## YOUR TASK
Below are records that hold pictures; write out only the lines from their start through the line with "filter:drop-shadow(2px 0 #bfbdaa)", exactly, and drop the pictures.
(INFORMATION Opens)
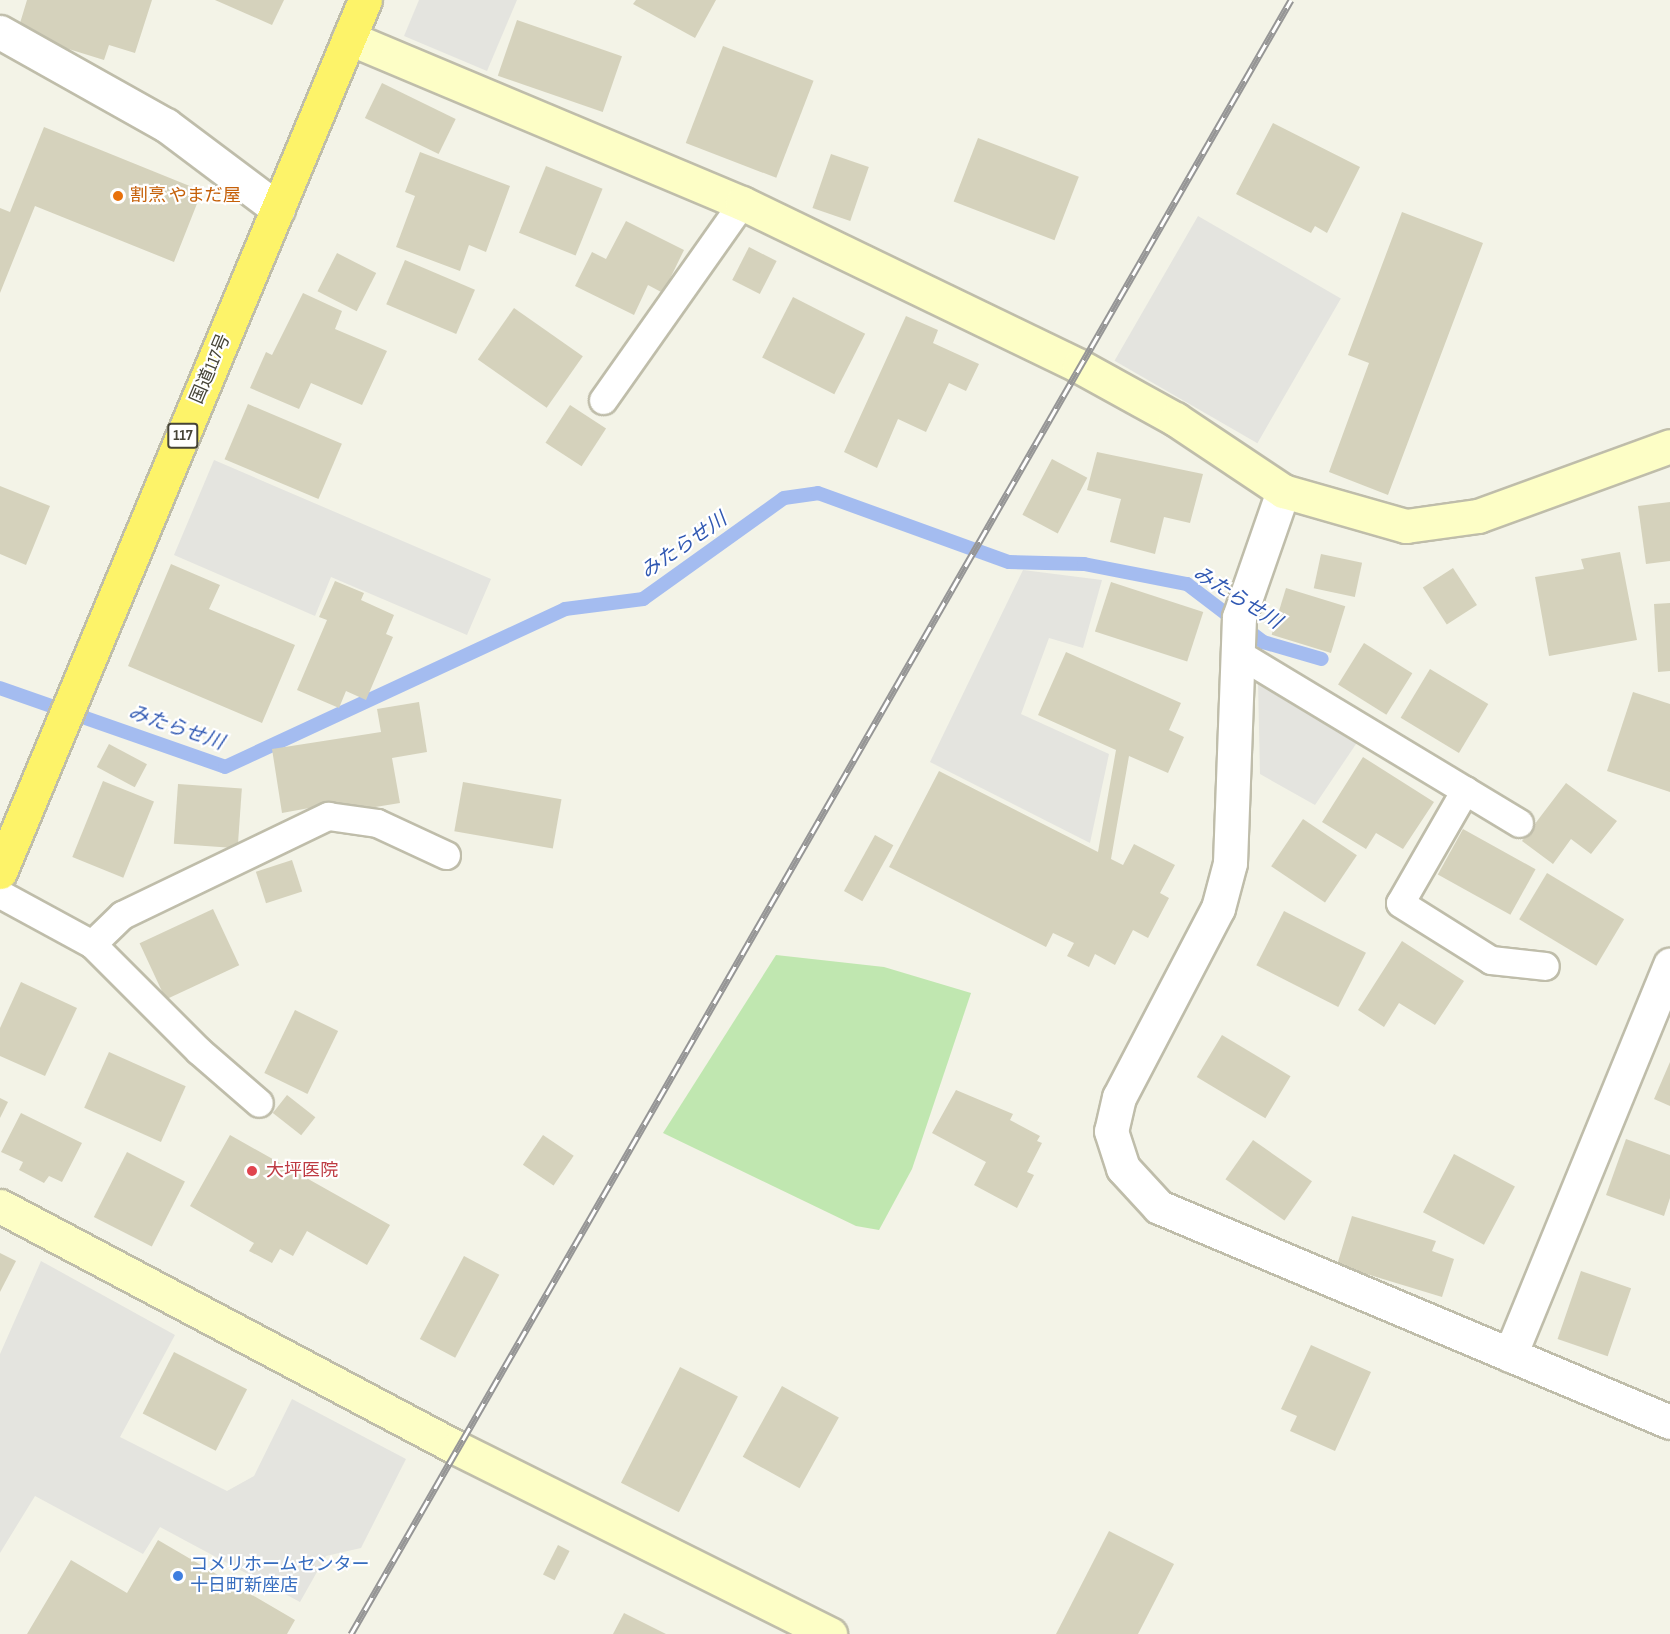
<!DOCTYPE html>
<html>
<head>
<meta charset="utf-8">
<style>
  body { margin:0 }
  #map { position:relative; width:1670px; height:1634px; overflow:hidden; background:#f3f3e7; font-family:"Sofia Sans Condensed","Noto Sans JP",sans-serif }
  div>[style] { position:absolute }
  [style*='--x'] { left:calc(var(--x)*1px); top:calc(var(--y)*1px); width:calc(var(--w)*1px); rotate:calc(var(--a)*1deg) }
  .green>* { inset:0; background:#c0e7b0 }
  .parking>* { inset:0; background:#e4e4df; transform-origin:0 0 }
  .stream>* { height:14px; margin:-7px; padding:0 7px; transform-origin:7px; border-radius:7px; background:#a4bcf0 }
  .building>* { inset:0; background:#d5d2bc; transform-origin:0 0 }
  .roads { filter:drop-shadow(2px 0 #bfbdaa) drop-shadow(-2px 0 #bfbdaa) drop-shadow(0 2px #bfbdaa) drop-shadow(0 -2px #bfbdaa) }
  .lane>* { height:27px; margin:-13.5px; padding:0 13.5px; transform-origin:13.5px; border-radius:13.5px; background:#fff }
  .street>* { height:33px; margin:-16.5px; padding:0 16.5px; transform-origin:16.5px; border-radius:16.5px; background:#fff }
  .secondary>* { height:33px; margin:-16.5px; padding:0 16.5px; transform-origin:16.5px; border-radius:16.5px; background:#fdfec6 }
  .highway>* { height:33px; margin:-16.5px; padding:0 16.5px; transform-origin:16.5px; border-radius:16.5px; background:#fdf369 }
  .rail>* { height:7px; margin-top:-3.5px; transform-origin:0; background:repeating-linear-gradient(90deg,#fff 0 14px,#969696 0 28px); box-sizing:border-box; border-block:2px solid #969696 }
  .dots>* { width:16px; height:16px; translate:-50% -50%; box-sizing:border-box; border:3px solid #fff; border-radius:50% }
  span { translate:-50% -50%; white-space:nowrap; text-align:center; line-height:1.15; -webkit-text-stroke:4.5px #fff; paint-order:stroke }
  .shield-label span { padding:2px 4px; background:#fff; border:2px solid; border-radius:4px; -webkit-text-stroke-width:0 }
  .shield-label { font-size:16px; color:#464436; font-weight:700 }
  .food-label { font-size:18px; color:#c56008 }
  .left { translate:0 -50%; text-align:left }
  .street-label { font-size:18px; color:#464436 }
  .health-label { font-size:18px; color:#be3a42 }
  .shop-label { font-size:18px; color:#366cbe }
  .water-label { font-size:20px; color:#3058b2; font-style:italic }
</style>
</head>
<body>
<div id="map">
  <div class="green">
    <i style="clip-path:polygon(776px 955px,884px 967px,971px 993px,912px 1169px,879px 1230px,856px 1226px,663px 1133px)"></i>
  </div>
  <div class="parking">
    <i style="clip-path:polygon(419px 0,517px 0,487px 71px,404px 36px)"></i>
    <i style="left:1198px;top:216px;width:165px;height:167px;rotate:30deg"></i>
    <i style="clip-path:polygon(214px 460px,491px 579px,467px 635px,331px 577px,315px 616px,174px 555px)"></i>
    <i style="clip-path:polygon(1023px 570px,1102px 580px,1083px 648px,1049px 638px,1021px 714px,1109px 754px,1090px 843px,930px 762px)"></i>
    <i style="clip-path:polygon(1258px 682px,1358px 741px,1315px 805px,1260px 774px)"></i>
    <i style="clip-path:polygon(41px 1261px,175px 1335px,120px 1437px,227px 1491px,254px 1476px,292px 1399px,406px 1459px,361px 1548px,326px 1556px,300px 1602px,160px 1527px,143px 1554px,35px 1496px,0 1553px,0 1354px)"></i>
  </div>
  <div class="stream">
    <i style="--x:0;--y:688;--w:238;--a:19.3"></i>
    <i style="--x:225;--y:767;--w:375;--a:-24.9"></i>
    <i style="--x:565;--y:609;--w:79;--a:-7.3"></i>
    <i style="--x:643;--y:599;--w:173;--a:-35.6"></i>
    <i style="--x:784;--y:498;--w:34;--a:-8"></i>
    <i style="--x:818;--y:493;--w:203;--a:19.9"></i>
    <i style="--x:1009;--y:562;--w:75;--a:1.5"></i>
    <i style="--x:1084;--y:564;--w:105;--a:11"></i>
    <i style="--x:1187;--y:584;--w:96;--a:37.3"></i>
    <i style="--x:1263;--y:642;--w:61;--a:16.1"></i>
  </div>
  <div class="building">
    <i style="clip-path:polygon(27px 0,152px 0,135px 53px,109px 45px,104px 60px,17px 33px)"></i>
    <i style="clip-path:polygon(215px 0,284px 0,272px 25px)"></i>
    <i style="clip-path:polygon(636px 0,716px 0,695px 38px,633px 4px)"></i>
    <i style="left:517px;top:20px;width:111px;height:59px;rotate:19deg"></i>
    <i style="left:723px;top:46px;width:97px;height:104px;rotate:21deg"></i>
    <i style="left:382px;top:83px;width:82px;height:39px;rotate:26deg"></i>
    <i style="clip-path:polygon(1273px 123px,1360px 167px,1327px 233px,1315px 226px,1311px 233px,1236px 194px)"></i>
    <i style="clip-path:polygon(44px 127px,202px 191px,174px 262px,35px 206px,0 293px,0 208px,10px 212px)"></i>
    <i style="left:978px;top:138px;width:108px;height:68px;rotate:21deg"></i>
    <i style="clip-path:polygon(420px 152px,510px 186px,486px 252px,469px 245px,460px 271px,396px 247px,415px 196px,405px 192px)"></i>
    <i style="left:831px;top:154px;width:40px;height:57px;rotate:19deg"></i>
    <i style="left:546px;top:166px;width:61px;height:72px;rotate:22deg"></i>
    <i style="clip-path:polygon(1402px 212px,1483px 243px,1388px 495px,1329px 472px,1369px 363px,1348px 355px)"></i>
    <i style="clip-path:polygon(626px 221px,684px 250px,663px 293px,648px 285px,634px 315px,575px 286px,592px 252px,606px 259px)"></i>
    <i style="left:749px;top:247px;width:31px;height:37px;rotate:27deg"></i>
    <i style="left:337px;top:253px;width:44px;height:43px;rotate:27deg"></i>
    <i style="left:405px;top:260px;width:76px;height:48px;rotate:23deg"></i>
    <i style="clip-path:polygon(303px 293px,342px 311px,335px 329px,387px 351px,362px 405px,311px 383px,299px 409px,250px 388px,266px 352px,272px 355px)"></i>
    <i style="left:793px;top:297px;width:81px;height:68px;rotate:27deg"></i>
    <i style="left:514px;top:308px;width:84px;height:63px;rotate:35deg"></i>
    <i style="clip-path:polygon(906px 316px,938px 330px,933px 343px,979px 364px,966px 391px,949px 383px,926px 432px,898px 419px,877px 468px,844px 452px)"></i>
    <i style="left:248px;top:404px;width:102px;height:60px;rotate:23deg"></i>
    <i style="left:570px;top:405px;width:43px;height:45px;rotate:33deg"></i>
    <i style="clip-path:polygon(1097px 452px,1203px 474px,1190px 523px,1164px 517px,1155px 554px,1110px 542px,1121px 499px,1087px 490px)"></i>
    <i style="left:1052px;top:459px;width:40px;height:63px;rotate:28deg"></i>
    <i style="clip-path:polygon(0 486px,50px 506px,26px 565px,0 554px)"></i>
    <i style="clip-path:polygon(1670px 502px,1670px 561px,1646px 564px,1638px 506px)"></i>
    <i style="clip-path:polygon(1620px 552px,1637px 640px,1549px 656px,1535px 577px,1584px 569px,1581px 559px)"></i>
    <i style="left:1321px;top:554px;width:42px;height:35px;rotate:12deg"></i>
    <i style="clip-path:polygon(171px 564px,220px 585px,209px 609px,295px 645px,262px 723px,128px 666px)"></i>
    <i style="left:1453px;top:568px;width:44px;height:36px;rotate:57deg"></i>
    <i style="clip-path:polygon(335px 581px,364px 593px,361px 600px,394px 615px,386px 634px,393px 637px,366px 700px,346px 691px,339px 708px,297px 690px,327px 620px,319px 617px)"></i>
    <i style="left:1111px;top:582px;width:97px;height:52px;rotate:18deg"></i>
    <i style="left:1286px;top:588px;width:62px;height:49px;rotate:17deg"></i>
    <i style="clip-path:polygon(1670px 603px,1670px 671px,1658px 672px,1654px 604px)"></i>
    <i style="left:1364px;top:643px;width:57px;height:49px;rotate:32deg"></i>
    <i style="clip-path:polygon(1066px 652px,1181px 703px,1169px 730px,1184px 737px,1168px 773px,1129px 756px,1111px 859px,1123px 865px,1134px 844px,1175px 865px,1160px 893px,1169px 898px,1148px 938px,1133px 930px,1115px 965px,1095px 954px,1089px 967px,1067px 956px,1074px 943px,1053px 933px,1046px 947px,889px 867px,939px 771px,1098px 852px,1116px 750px,1038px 715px)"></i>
    <i style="left:1430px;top:669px;width:68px;height:57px;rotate:31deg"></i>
    <i style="clip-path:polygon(1633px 692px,1670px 704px,1670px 792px,1607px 771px)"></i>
    <i style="clip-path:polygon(419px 702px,427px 752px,392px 758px,400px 803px,332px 814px,331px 804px,282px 813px,272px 749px,381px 732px,377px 709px)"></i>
    <i style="left:109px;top:744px;width:43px;height:26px;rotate:28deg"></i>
    <i style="clip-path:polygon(1363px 757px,1434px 802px,1403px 849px,1376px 833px,1366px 849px,1322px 822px)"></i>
    <i style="left:103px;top:781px;width:55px;height:82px;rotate:22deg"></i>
    <i style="left:463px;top:782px;width:100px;height:50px;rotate:10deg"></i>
    <i style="clip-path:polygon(1566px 783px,1617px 821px,1591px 854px,1571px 839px,1553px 864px,1522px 841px)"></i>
    <i style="left:178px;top:784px;width:64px;height:60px;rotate:4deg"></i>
    <i style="left:1303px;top:819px;width:65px;height:57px;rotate:34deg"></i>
    <i style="left:1463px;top:829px;width:83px;height:52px;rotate:29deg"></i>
    <i style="left:875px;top:835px;width:21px;height:64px;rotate:29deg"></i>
    <i style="left:292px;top:860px;width:33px;height:38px;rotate:72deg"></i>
    <i style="left:1547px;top:873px;width:90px;height:54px;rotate:31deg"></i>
    <i style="left:213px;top:909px;width:62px;height:81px;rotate:65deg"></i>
    <i style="left:1284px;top:911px;width:92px;height:61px;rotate:27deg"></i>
    <i style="clip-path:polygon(1402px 941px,1464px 981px,1435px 1025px,1399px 1003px,1384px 1027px,1358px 1010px)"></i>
    <i style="clip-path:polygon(21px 982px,77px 1008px,45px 1076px,0 1056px,0 1028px)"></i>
    <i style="left:295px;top:1010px;width:48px;height:70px;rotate:26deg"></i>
    <i style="left:1222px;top:1035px;width:80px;height:49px;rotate:31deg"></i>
    <i style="left:109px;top:1052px;width:84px;height:61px;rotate:24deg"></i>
    <i style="clip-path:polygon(1670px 1062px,1670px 1106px,1654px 1099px)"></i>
    <i style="clip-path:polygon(956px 1090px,1013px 1114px,1010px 1120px,1040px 1136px,1037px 1141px,1042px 1143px,1027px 1172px,1034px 1175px,1017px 1208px,974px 1185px,986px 1162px,932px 1133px)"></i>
    <i style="left:287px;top:1095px;width:36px;height:23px;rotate:38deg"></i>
    <i style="clip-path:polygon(0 1098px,8px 1102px,0 1118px)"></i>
    <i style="clip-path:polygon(21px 1113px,82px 1143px,62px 1182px,49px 1176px,44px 1183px,19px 1170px,23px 1162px,1px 1152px)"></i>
    <i style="clip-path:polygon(230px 1135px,390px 1225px,367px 1265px,307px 1231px,293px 1256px,280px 1249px,272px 1263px,249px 1251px,254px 1243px,190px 1206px)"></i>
    <i style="left:543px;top:1135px;width:37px;height:36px;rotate:34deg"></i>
    <i style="clip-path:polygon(1626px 1139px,1670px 1155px,1670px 1198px,1664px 1216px,1606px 1195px)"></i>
    <i style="left:1253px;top:1140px;width:72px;height:48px;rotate:35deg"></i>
    <i style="left:127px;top:1152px;width:65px;height:73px;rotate:27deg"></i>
    <i style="left:1454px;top:1154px;width:69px;height:66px;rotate:28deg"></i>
    <i style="clip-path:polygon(1352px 1216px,1436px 1241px,1432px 1251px,1454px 1259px,1442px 1297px,1337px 1265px)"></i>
    <i style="clip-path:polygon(0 1253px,16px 1261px,0 1292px)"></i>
    <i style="left:464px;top:1256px;width:40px;height:94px;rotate:28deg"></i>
    <i style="left:1581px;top:1271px;width:53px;height:72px;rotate:19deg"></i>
    <i style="clip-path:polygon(1311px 1345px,1371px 1372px,1335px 1451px,1290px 1431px,1297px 1416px,1281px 1409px)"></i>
    <i style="left:174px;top:1352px;width:82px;height:69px;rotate:27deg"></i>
    <i style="left:680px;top:1367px;width:65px;height:130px;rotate:27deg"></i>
    <i style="left:782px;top:1386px;width:65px;height:81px;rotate:29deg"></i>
    <i style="clip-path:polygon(1109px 1531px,1174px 1564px,1138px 1634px,1056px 1634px)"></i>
    <i style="clip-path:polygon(158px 1540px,295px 1620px,287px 1634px,27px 1634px,71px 1560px,127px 1593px)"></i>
    <i style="left:558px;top:1545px;width:13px;height:33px;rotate:27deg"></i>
    <i style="clip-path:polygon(624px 1613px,666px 1634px,613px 1634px)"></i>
  </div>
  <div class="roads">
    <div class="lane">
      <i style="--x:603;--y:400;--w:241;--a:-54.8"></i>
      <i style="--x:1239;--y:654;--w:327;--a:31.1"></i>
      <i style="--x:1465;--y:790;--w:130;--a:119.9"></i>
      <i style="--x:1400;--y:903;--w:107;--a:32.1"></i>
      <i style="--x:1491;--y:960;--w:54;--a:6.3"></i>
      <i style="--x:0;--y:894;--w:105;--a:28.5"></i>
      <i style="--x:92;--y:944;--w:151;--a:45"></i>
      <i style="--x:199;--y:1051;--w:79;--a:40.9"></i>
      <i style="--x:92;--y:944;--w:42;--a:-44"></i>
      <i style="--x:122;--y:915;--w:229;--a:-25.7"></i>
      <i style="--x:328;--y:816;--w:49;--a:8.1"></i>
      <i style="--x:377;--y:823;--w:76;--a:24.9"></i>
    </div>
    <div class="street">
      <i style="--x:0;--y:32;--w:190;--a:29.3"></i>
      <i style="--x:166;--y:125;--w:140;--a:36.9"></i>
      <i style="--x:1283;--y:491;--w:133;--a:109.2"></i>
      <i style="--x:1239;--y:617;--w:246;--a:92.1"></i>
      <i style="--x:1230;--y:863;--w:47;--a:104.9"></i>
      <i style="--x:1218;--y:908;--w:213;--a:117.6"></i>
      <i style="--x:1119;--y:1097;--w:35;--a:103"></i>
      <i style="--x:1111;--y:1131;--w:39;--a:72"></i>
      <i style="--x:1123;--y:1168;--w:53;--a:47.3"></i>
      <i style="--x:1159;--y:1207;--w:554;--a:22.82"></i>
      <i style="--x:1510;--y:1355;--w:422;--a:-67.7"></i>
    </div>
    <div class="secondary">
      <i style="--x:349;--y:38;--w:426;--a:22.8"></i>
      <i style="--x:742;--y:203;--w:374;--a:25.8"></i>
      <i style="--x:1079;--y:366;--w:110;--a:28.9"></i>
      <i style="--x:1175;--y:419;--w:130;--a:33.7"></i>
      <i style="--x:1283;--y:491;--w:128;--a:15.9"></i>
      <i style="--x:1406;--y:526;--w:73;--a:-7.9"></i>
      <i style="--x:1478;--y:516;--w:204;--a:-20"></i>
      <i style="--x:0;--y:1206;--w:517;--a:27.9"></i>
      <i style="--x:457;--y:1448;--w:417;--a:26.5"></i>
    </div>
    <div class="highway">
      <i style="--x:0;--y:872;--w:945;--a:-67.29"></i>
    </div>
  </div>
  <div class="rail">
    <i style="--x:351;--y:1634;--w:1885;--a:-60.09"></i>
  </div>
  <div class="dots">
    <i style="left:118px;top:196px;background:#e8710a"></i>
    <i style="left:252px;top:1171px;background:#e0444e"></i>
    <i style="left:178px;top:1576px;background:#3f7fe0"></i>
  </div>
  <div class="shield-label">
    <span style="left:183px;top:436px">117</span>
  </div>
  <div class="food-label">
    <span class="left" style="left:130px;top:196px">割烹 やまだ屋</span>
  </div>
  <div class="street-label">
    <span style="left:211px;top:369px;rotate:-67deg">国道117号</span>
  </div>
  <div class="health-label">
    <span class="left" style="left:266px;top:1171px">大坪医院</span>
  </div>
  <div class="shop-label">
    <span class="left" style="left:190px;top:1576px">コメリホームセンター<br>十日町新座店</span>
  </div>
  <div class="water-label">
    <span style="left:684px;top:546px;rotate:-35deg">みたらせ川</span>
    <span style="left:1237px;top:598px;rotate:32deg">みたらせ川</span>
    <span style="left:176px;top:728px;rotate:19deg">みたらせ川</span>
  </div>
</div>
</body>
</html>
(INFORMATION Closes)
## COMPLETED TASK
<!DOCTYPE html>
<html>
<head>
<meta charset="utf-8">
<style>
  body { margin:0 }
  #map { position:relative; width:1670px; height:1634px; overflow:hidden; background:#f3f3e7; font-family:"Sofia Sans Condensed","Noto Sans JP",sans-serif }
  div>[style] { position:absolute }
  [style*='--x'] { left:calc(var(--x)*1px); top:calc(var(--y)*1px); width:calc(var(--w)*1px); rotate:calc(var(--a)*1deg) }
  .green>* { inset:0; background:#c0e7b0 }
  .parking>* { inset:0; background:#e4e4df; transform-origin:0 0 }
  .stream>* { height:14px; margin:-7px; padding:0 7px; transform-origin:7px; border-radius:7px; background:#a4bcf0 }
  .building>* { inset:0; background:#d5d2bc; transform-origin:0 0 }
  .roads { filter:drop-shadow(2px 0 #bfbdaa) drop-shadow(-2px 0 #bfbdaa) drop-shadow(0 2px #bfbdaa) drop-shadow(0 -2px #bfbdaa) }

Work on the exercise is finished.